The Freewheelin' Bob Dylan - Legacy

Legacy

The success of Freewheelin' transformed the public perception of Dylan. Before the album's release, he was one amongst many folk-singers. Afterwards, at the age of 22, Dylan was regarded as a major artist, perhaps even a spokesman for disaffected youth. As one critic described the transformation, "In barely over a year, a young plagiarist had been reborn as a songwriter of substance, and his first album of fully realized original material got the 1960s off their musical starting block." Janet Maslin wrote of the album: "These were the songs that established him as the voice of his generation—someone who implicitly understood how concerned young Americans felt about nuclear disarmament and the growing movement for civil rights: his mixture of moral authority and nonconformity was perhaps the most timely of his attributes."

This title of "Spokesman of a Generation" was viewed by Dylan with disgust in later years. He came to feel it was a label that the media had pinned on him, and in his autobiography, Chronicles, Dylan wrote: "The press never let up. Once in a while I would have to rise up and offer myself for an interview so they wouldn't beat the door down. Later an article would hit the streets with the headline "Spokesman Denies That He's A Spokesman". I felt like a piece of meat that someone had thrown to the dogs."

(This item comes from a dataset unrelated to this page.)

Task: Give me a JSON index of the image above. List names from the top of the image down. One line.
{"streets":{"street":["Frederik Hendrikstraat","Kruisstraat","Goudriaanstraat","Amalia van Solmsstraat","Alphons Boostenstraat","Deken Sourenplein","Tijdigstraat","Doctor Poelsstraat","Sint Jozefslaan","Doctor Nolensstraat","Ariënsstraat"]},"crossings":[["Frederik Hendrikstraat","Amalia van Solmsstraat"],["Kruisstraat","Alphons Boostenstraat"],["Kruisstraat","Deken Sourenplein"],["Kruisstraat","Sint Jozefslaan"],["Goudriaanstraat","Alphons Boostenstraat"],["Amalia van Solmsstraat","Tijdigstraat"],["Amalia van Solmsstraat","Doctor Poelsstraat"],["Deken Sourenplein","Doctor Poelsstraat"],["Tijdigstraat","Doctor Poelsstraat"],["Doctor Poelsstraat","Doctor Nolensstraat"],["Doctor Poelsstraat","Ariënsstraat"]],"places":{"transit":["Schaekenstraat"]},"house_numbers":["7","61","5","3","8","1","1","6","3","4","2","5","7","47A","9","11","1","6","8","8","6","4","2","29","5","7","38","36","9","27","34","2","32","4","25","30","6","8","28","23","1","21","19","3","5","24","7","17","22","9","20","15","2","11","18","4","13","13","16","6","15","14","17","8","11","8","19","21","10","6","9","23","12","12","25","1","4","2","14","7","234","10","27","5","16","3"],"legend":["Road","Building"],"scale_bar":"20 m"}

The album secured for Dylan an "unstoppable cult following" of fans who preferred the harshness of his performances to the softer cover versions released by other singers. Richard Williams has suggested that the richness of the imagery in Freewheelin' transformed Dylan into a key performer for a burgeoning college audience hungry for a new cultural complexity: "For students whose exam courses included Eliot and Yeats, here was something that flattered their expanding intellect while appealing to the teenage rebel in their early-sixties souls. James Dean had walked around reading James Joyce; here were both in a single package, the words and the attitude set to music." Andy Gill adds that in the few months between the release of Freewheelin' in May 1963, and Dylan's next album The Times They Are A-Changin' in January 1964, Dylan became the hottest property in American music, stretching the boundaries of what had been previously viewed as a collegiate folk music audience.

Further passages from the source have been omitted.